Gershman, S. J. and Wilson, R. C.
in: Advances in Neural Information Processing Systems 23, 2010
Optimal control entails combining probabilities and utilities. However, for most practical problems, probability densities can be represented only approximately. Choosing an approximation requires balancing the benefits of an accurate approximation against the costs of computing it. We propose a variational framework for achieving this balance and apply it to the problem of how a neural population code should optimally represent a distribution under resource constraints. The essence of our analysis is the conjecture that population codes are organized to maximize a lower bound on the log expected utility. This theory can account for a plethora of experimental data, including the reward-modulation of sensory receptive fields, GABAergic effects on saccadic movements, and risk aversion in decisions under uncertainty.

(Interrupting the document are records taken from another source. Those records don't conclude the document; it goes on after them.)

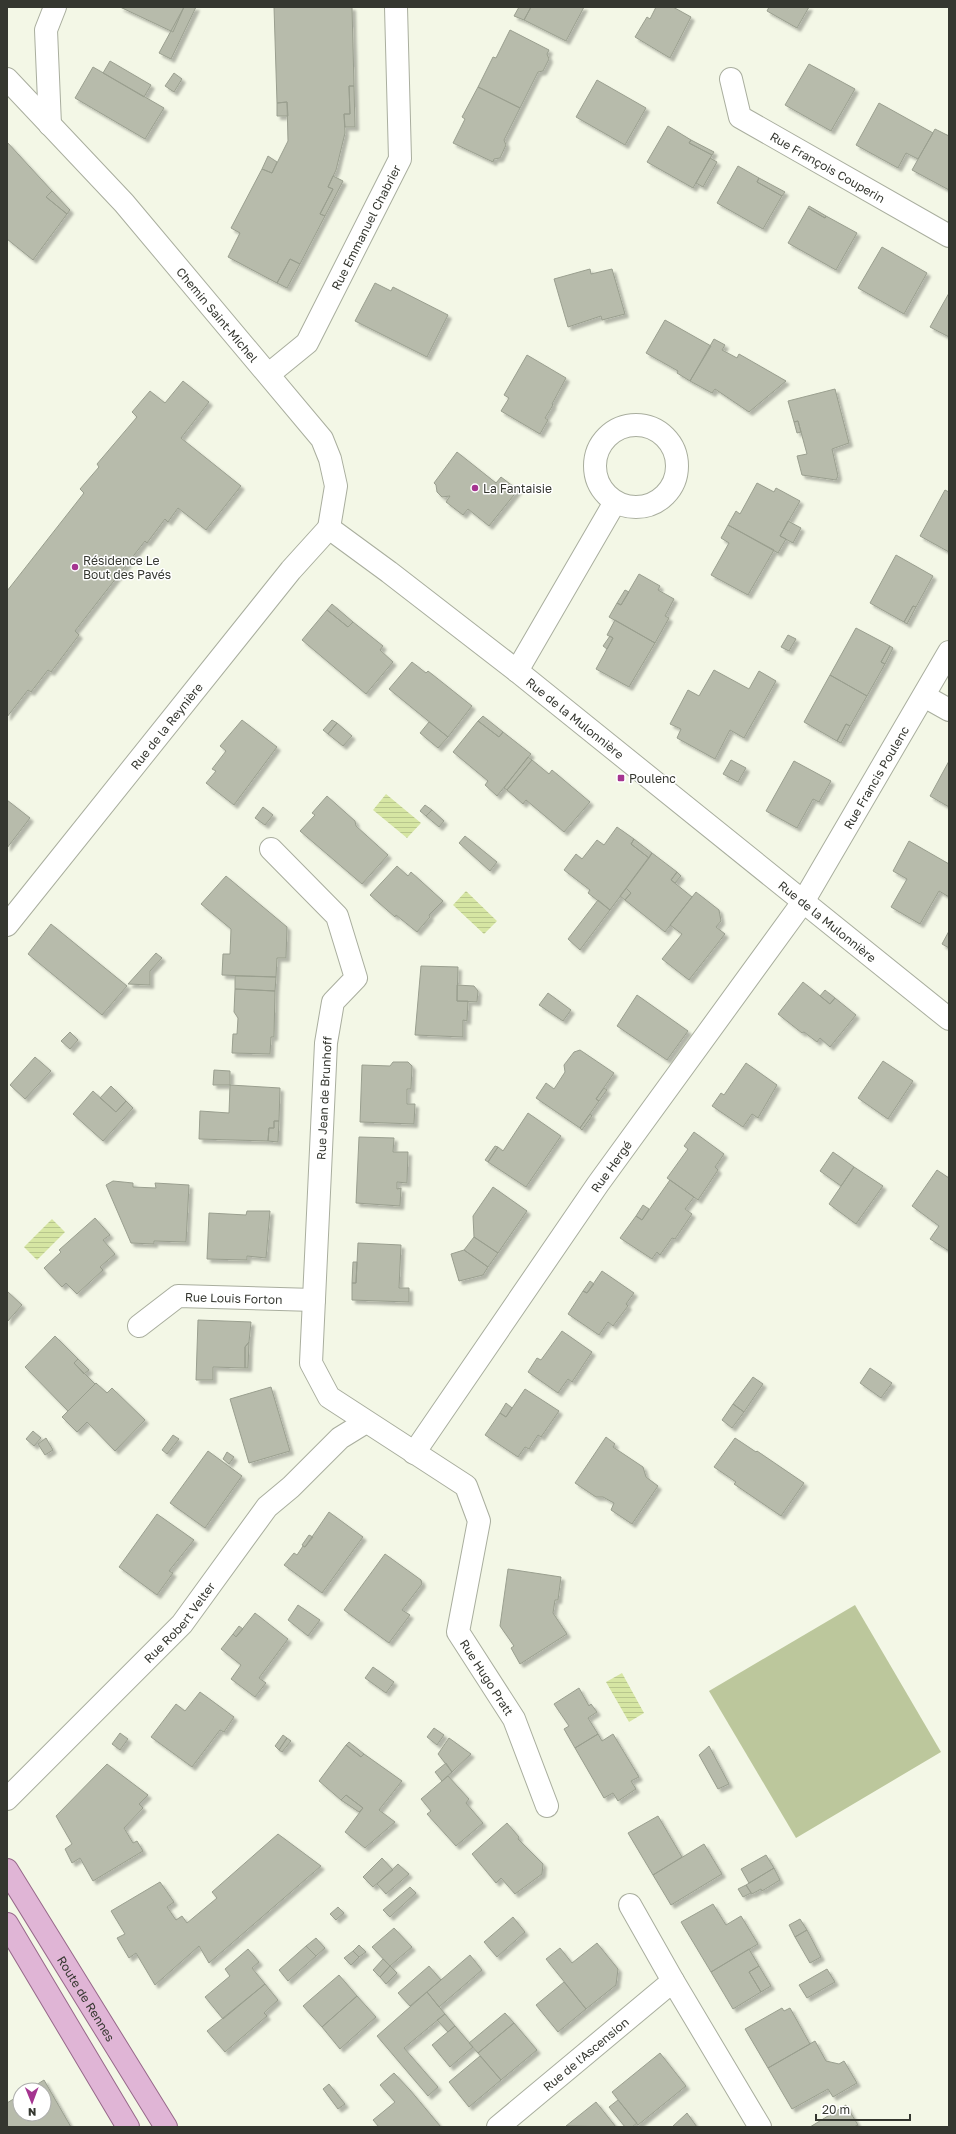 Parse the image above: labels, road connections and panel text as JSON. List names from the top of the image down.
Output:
{
  "streets": {
    "main road": ["Route de Rennes"],
    "street": [
      "Rue François Couperin",
      "Rue Emmanuel Chabrier",
      "Chemin Saint-Michel",
      "Rue de la Mulonnière",
      "Rue de la Reynière",
      "Rue Francis Poulenc",
      "Rue Jean de Brunhoff",
      "Rue Hergé",
      "Rue Louis Forton",
      "Rue Robert Velter",
      "Rue Hugo Pratt",
      "Rue de l'Ascension"
    ]
  },
  "crossings": [
    ["Rue Emmanuel Chabrier", "Chemin Saint-Michel"],
    ["Chemin Saint-Michel", "Rue de la Mulonnière"],
    ["Chemin Saint-Michel", "Rue de la Reynière"],
    ["Rue de la Mulonnière", "Rue de la Reynière"],
    ["Rue de la Mulonnière", "Rue Francis Poulenc"],
    ["Rue de la Mulonnière", "Rue Hergé"],
    ["Rue Francis Poulenc", "Rue Hergé"],
    ["Rue Jean de Brunhoff", "Rue Louis Forton"],
    ["Rue Jean de Brunhoff", "Rue Robert Velter"],
    ["Rue Hergé", "Rue Hugo Pratt"]
  ],
  "places": {
    "other": ["La Fantaisie", "Résidence Le Bout des Pavés"],
    "transit": ["Poulenc"]
  },
  "scale_bar": "20 m",
  "north": "bottom"
}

Within the area of decision theory they consider the problem of evaluating the expected utility of an action given a posterior. They propose a variational framework analogously to the one used for the EM algorithm in which the utility replaces the likelihood and the posterior replaces the prior. Their main contribution is to include a cost penalising the complexity of the approximation of the posterior and use the so defined lower bound on the expected utility to simultaneously optimise the density used to approximate the posterior. As the utility does not only contain the cost of the approximation, but also the actual utility of an action in the considered states, this model predicts that the approximating density should also reflect what is behaviourally relevant instead of only trying to represent the natural posterior distribution optimally.
In the results section they then show that under this model the approximated posterior can (and will) indeed put more probability mass on states with larger utility, something which has apparently been found in grasshoppers. Additionally they show that increasing the cost of spikes results in smaller firing rates which, as they argue, leads to response latencies as seen in experiments. Finally, they show that under the assumption that high utility or very costly states are rare, the model will automatically account for the nonlinear weighting of probabilities in risky choice observed in humans. The model therefore explains this irrational behaviour by noting that “under neural resource constraints, the approximate density will be biased towards high reward regions of the state space.”
I don’t know enough to judge the correspondence of the model behaviour/predictions with the experimental results, or whether the model contradicts some other results. However, the paper is quite inspiring in the sense that it presents an intuitive idea which potentially has big implications for how populations of neurons code probability distributions, namely that the neuronal codes are influenced as much by expected rewards as by the natural distribution. Of course, the paper leaves many questions open. The authors only show results for when the approximate distributions are optimised alone, but what happens when actions and distribution are optimised simultaneously? What are the timescales of the distribution optimisation? Is it really instantanious (on the same timescale as action selection) as the authors indicate, or is it rather a slower process? Their proposal also has the potential to explain how the dimensionality of the state space can be reduced by only considering states which are behaviourally relevant. However, it remains unclear to what extent this specialisation should be implemented. In other words, is the posterior dependent, e.g., on the precise goal in the task, or is it rather only dependent on the selected task? Especially the cost of spiking example suggests a connection between the proposed mechanism and attention. Can attention be explained by this low-level description of biased representations of the posterior distribution?
The paper is quite inspiring and you kind of wonder why nobody has made these ideas explicit before, or maybe somebody has? Actually Maneesh Sahani had a NIPS paper in 2004 which they cite, but not comment on, and which looks very similar to what they do here (from the abstract).